# [Exercise objective]
Looking at the entries, how many lines hold the word "setLineDash"? State the number by itself.

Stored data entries
----------------------------------------

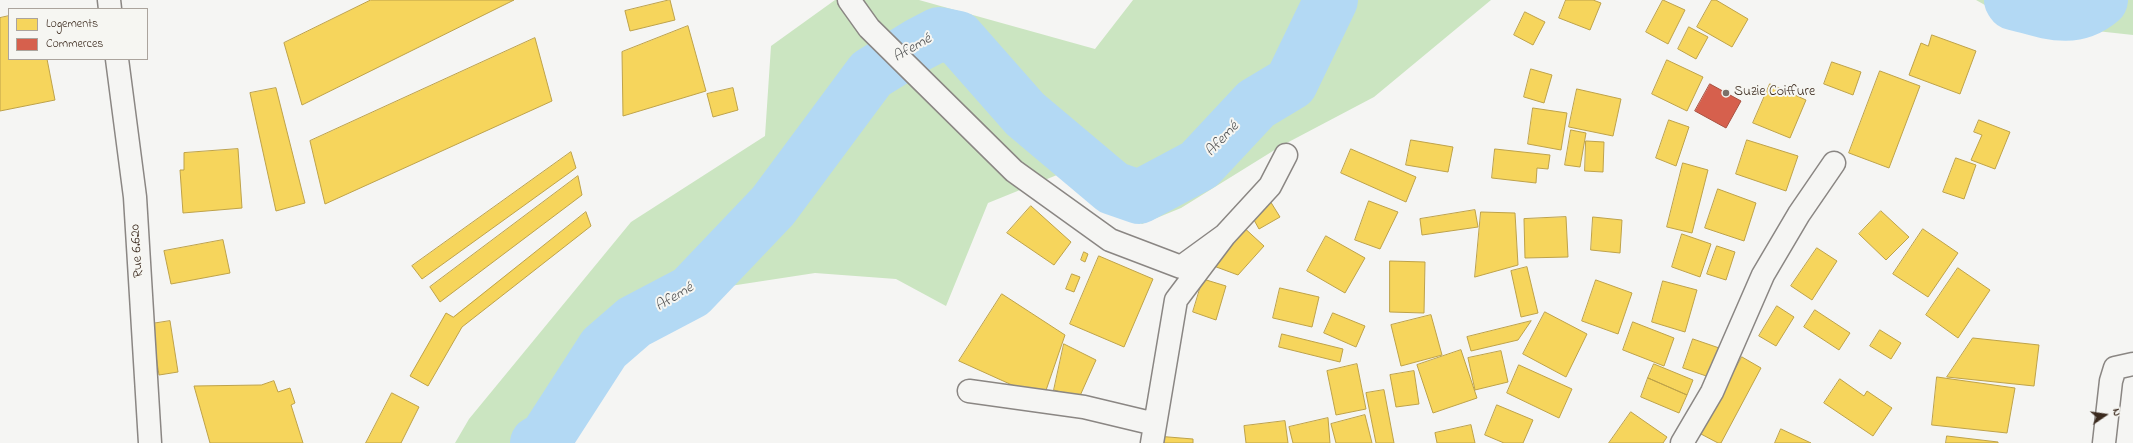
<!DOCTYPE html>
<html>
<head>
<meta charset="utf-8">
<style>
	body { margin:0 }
	#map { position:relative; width:2133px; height:443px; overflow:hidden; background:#f5f5f3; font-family:"Indie Flower",sans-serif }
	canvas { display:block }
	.legend { position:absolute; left:8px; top:8px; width:140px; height:52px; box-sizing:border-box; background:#f6f6f2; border:1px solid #aba49d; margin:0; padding:5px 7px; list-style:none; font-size:12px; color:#3b2a1e }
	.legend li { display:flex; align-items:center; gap:8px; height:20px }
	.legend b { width:20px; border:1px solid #aba49d }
	.north { position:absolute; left:2085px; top:395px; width:40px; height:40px; -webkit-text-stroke:3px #f6f6f2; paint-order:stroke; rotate:77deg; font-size:11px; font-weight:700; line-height:16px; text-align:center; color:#3b2a1e }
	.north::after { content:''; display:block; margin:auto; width:14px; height:18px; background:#3b2a1e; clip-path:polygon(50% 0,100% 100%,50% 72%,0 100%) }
</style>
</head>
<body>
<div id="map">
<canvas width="2133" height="443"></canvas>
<ul class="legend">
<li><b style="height:11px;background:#f6d55c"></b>Logements</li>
<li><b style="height:11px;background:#d6604d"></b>Commerces</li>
</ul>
<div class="north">N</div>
</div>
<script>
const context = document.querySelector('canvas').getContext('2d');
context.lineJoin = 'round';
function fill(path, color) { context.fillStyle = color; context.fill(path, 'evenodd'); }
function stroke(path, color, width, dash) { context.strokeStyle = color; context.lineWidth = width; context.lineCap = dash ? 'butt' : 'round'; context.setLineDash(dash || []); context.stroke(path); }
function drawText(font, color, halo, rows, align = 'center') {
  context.font = font + ' "Indie Flower",sans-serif'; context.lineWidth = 4; context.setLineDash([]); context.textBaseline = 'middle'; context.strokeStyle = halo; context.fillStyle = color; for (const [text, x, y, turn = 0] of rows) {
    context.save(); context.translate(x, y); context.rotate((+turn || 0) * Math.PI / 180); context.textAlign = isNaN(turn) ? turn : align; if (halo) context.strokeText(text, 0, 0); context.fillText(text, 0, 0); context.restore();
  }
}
fill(new Path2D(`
	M835,0H919L1095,49L1133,0H1491L1374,97L1281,146L1181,208L1142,224L1057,175L988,203L946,306L896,279L815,273L691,292L634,322L604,348L546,438L537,443H455L469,419L631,222L765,136L771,46Z
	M1976,0H2133V35L2015,22Z`), '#cbe5c1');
const homes = new Path2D(`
	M371,0H514L302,105L284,43Z
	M670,0L675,20L630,31L625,11Z
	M1566,0H1593L1601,3L1590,30L1559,18Z
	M1663,0L1685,10L1668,44L1646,32Z
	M1712,0H1716L1748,19L1732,47L1697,27Z
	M1525,12L1545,22L1533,45L1514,35Z
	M9,16V59H47L55,100L0,111V18Z
	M688,26L706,91L623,116L622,52Z
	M1689,27L1708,37L1696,59L1678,49Z
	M1932,35L1976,51L1960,94L1909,75L1921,43L1928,46Z
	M535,38L552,101L325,204L310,141Z
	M1667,60L1703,77L1687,111L1652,94Z
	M1832,62L1861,72L1853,95L1824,84Z
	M1531,69L1552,75L1544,103L1524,97Z
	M1880,71L1920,86L1889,168L1849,153Z
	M1770,84L1806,100L1790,138L1753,123Z
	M276,88L305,203L276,211L250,93Z
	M733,88L738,110L713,117L707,94Z
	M1577,89L1621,99L1613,136L1569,127Z
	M1533,108L1567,113L1561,150L1528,144Z
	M1669,120L1689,127L1676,166L1656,158Z
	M1979,120L2010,132L1995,169L1971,160L1982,135L1974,132Z
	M1571,130L1586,133L1580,167L1565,165Z
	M1411,140L1453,147L1448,172L1406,165Z
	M1747,140L1798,156L1786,191L1736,174Z
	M1586,141L1604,142L1603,172L1585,171Z
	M238,149L242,208L183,213L180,170H184V153Z
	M1351,149L1416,177L1406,202L1341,173Z
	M1495,149L1550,155L1548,169L1537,168L1536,183L1492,178Z
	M571,152L576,168L422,279L412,266Z
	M1956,158L1976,165L1964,199L1943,192Z
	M1683,163L1708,170L1692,233L1667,227Z
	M578,176L582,195L440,302L430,287Z
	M1718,189L1756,203L1744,241L1705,228Z
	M1267,196L1280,217L1259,229L1249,211Z
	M1369,201L1398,212L1380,249L1355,240Z
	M1031,206L1071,242L1054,265L1007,233Z
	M1475,210L1478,227L1422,235L1420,219Z
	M1881,211L1909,237L1886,260L1859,234Z
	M586,212L591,226L462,327L428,386L410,376L446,313L453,317Z
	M1481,212L1515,213L1518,265L1475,277Z
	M1566,217L1568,257L1525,258L1524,219Z
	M1593,217L1622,220L1620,253L1591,250Z
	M1240,224L1264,246L1238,275L1211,265Z
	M1923,229L1958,253L1928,297L1893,274Z
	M1682,234L1711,244L1700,277L1672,267Z
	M1326,236L1365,258L1345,293L1307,271Z
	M223,240L230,273L171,284L164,251Z
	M1717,246L1735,252L1726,280L1707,274Z
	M1817,248L1837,261L1812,300L1791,286Z
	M1084,252L1088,254L1085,262L1081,260Z
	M1099,256L1153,279L1124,347L1070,324Z
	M1390,261L1425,262L1424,313L1390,312Z
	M1527,267L1538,313L1521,317L1511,271Z
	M1958,268L1990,290L1958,338L1926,315Z
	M1072,274L1080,277L1074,292L1066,289Z
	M1203,279L1226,286L1216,320L1193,312Z
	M1596,280L1632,293L1618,334L1582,321Z
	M1663,281L1697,290L1685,332L1652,322Z
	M1280,288L1319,297L1312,327L1273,318Z
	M1002,294L1065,335L1043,399L959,361Z
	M1777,306L1794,317L1776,346L1759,336Z
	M1815,310L1850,333L1839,350L1804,327Z
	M1545,312L1587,334L1566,377L1523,354Z
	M1333,313L1365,326L1356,347L1324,333Z
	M1431,315L1442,355L1401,366L1391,325Z
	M170,321L178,372L159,375L151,324Z
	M1531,321L1518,340L1471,351L1467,337Z
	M1633,322L1674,338L1664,366L1623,350Z
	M1880,330L1901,343L1891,359L1870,346Z
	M1282,334L1343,349L1340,362L1279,347Z
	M1973,338L2039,345L2034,386L1947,377Z
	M1693,339L1725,350L1715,379L1683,368Z
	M1064,344L1096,360L1079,398L1054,390Z
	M1461,350L1477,398L1433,413L1417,365Z
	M1501,351L1508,382L1475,390L1468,358Z
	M1742,357L1761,368L1721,443H1718L1701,434Z
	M1357,364L1366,409L1336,415L1327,371Z
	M1654,364L1693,380L1687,395L1648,378Z
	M1519,365L1572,389L1559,418L1507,393Z
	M1414,371L1419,404L1396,407L1390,375Z
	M1937,377L2015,388L2007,433L1932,425Z
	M1648,378L1687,395L1679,413L1641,397Z
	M1840,379L1864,396L1867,391L1892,408L1873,436L1824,403Z
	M274,381L278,392L290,388L295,403L291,405L303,443H210L194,386L261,385Z
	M1384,390L1394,443H1376L1366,393Z
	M392,393L419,407L401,443H366Z
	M1497,405L1533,420L1523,443H1504L1485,435Z
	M1631,412L1667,437L1663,443H1609Z
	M1365,415L1372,443H1336L1331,424Z
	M1328,418L1330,443H1293L1289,427Z
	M1285,421L1288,443H1246L1244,426Z
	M1471,425L1475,443H1437L1435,433Z
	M1781,429L1811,443H1775Z
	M1156,436L1193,439V443H1155Z
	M1947,436L1998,442V443H1946Z`);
fill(homes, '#f6d55c');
stroke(homes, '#bea249', 1);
const shops = new Path2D(`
	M1710,84L1741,101L1726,128L1695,111Z`);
fill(shops, '#d6604d');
stroke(shops, '#a8503f', 1);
stroke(new Path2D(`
	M2011,0L2013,3C2046,11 2073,24 2101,0
	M537,443L546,438L604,348L634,322L691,292L773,206L871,74L918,45L939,34L958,38L1025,114L1113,188L1139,197L1199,165L1256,104L1291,83L1331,0`), '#b3d9f4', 54);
const minor = new Path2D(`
	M109,0L110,9
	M849,0L869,28L1014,171L1110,240L1181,267L1225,235
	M117,59L135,197L150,443
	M969,391L1084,407L1155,424
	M1152,443L1176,300L1225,235L1270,186L1286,155
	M1682,443L1712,392L1763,275L1799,214L1834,163
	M2104,443L2111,381L2115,368L2133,364`);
stroke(minor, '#8a8683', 25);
stroke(minor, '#f5f5f3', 22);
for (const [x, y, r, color] of [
	[1726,93,4,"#7c7169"]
]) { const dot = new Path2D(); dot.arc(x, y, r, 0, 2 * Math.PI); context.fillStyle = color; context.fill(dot); stroke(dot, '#f6f6f2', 1.5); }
drawText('14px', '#3b2a1e', '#f6f6f2', [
	["Suzie Coiffure",1734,93]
], 'left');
drawText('14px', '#3b2a1e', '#f6f6f2', [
	["Rue 6.620",138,251,-94]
]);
drawText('italic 15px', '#525354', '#f6f6f2', [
	["Afemé",913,49,-30],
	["Afemé",1223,140,-47],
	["Afemé",675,298,-31]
]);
</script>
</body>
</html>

----------------------------------------

# [Result below]
2